Escolhi para compartilhar com vocês o texto da Mary Del Priore, deusa do panteão rizkiano de historiadoras góstósas, porque ele refletiu uma coisa que me incomoda deveras e, sei lá, achei que podia lhes servir de alguma coisa.
Meu maior temor é essa coisa chamada "destino": coisa tantas vezes vivida como uma cadeia inflexível e inexorável de acontecimentos, coisa capaz de nos empurrar para a mais absoluta impotência e fragilidade. Destino é tudo o que nos escapa, que nos é exterior e que nos atinge no mais íntimo de nós mesmos. Na Antigüidade, os gregos designavam como "ananké" a esse fenômeno capaz de constranger o indivíduo sem dó nem piedade, dobrando-o malgrado sua própria vontade e impedindo-o de desmontar todas as iniciativas que pudessem interceptar malefícios.

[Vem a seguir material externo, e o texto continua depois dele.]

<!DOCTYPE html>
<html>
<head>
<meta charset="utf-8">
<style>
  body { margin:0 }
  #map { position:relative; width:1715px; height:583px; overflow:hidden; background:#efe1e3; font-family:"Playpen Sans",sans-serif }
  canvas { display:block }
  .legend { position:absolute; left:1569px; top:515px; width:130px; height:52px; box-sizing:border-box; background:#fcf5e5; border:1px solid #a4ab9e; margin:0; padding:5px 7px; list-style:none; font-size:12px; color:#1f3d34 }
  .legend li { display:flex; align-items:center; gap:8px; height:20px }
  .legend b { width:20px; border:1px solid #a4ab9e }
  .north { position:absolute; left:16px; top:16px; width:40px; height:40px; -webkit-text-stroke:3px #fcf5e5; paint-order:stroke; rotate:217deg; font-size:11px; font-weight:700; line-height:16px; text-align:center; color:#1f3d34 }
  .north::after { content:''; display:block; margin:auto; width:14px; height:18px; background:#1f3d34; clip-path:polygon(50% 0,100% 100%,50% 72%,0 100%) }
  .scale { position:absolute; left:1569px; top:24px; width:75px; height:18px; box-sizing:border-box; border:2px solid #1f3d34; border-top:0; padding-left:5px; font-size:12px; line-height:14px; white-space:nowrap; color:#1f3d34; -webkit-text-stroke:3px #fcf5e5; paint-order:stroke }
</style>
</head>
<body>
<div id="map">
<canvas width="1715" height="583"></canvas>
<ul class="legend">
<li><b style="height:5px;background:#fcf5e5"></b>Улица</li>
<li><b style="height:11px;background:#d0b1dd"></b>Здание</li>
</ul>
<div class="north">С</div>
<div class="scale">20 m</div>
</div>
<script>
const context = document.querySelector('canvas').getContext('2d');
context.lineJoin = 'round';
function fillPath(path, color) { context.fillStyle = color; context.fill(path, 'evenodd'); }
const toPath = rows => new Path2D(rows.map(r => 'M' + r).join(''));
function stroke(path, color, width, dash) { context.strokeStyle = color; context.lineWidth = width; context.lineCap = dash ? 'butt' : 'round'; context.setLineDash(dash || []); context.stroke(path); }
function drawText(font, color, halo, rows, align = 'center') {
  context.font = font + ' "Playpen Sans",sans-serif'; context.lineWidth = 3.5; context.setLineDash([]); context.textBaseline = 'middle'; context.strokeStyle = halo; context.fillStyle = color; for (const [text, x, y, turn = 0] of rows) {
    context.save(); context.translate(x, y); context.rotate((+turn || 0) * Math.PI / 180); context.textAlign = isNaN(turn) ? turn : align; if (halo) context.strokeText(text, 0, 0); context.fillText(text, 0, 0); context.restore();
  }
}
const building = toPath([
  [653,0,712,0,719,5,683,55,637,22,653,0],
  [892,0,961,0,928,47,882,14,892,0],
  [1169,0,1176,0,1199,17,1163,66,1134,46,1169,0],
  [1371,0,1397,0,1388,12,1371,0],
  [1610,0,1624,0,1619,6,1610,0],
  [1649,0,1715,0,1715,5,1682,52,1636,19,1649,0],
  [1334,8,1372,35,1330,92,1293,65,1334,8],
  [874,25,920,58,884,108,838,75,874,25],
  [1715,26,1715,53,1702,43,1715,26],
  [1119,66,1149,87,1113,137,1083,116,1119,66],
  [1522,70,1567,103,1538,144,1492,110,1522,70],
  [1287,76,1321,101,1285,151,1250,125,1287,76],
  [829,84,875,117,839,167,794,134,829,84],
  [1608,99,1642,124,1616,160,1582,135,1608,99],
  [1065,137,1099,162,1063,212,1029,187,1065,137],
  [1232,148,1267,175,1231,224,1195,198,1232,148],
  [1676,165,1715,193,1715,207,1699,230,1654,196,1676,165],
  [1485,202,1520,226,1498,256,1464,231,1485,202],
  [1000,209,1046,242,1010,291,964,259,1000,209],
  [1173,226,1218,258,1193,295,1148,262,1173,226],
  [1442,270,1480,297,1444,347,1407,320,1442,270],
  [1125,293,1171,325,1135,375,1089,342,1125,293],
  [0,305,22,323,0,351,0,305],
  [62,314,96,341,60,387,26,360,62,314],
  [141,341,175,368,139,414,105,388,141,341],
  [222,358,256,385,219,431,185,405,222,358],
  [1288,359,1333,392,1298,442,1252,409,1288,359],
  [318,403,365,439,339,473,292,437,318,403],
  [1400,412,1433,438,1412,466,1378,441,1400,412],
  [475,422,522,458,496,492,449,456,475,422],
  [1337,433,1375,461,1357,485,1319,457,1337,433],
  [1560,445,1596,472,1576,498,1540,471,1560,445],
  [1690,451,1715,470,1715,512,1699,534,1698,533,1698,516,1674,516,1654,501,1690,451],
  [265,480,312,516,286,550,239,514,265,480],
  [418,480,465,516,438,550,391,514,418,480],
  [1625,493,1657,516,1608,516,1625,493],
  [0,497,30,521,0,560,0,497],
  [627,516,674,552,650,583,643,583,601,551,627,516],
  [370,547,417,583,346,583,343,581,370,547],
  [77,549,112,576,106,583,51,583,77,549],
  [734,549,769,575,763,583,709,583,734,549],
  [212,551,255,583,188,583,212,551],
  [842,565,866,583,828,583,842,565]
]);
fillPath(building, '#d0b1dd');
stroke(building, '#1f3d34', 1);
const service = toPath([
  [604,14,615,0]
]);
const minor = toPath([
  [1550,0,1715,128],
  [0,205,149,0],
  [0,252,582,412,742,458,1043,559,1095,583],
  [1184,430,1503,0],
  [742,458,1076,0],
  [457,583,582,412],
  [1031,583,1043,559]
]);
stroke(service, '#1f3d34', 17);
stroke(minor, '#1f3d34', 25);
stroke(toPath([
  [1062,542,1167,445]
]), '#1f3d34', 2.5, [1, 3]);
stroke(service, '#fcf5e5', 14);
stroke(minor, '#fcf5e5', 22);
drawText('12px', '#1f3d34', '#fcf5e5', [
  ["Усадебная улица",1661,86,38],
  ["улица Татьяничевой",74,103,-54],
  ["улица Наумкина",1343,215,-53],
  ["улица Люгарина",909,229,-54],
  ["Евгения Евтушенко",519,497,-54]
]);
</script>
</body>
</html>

Hoje, mesmo que personagens de tempos em que a presença constante da ciência e da técnica pareçam garantir que somos os “senhores da natureza” ou ainda acreditando que, graças a agendas políticas, podemos determinar a liberdade e a igualdade como um objetivo a ser partilhado por todos os homens, a figura mítica do destino continua a nos atemorizar.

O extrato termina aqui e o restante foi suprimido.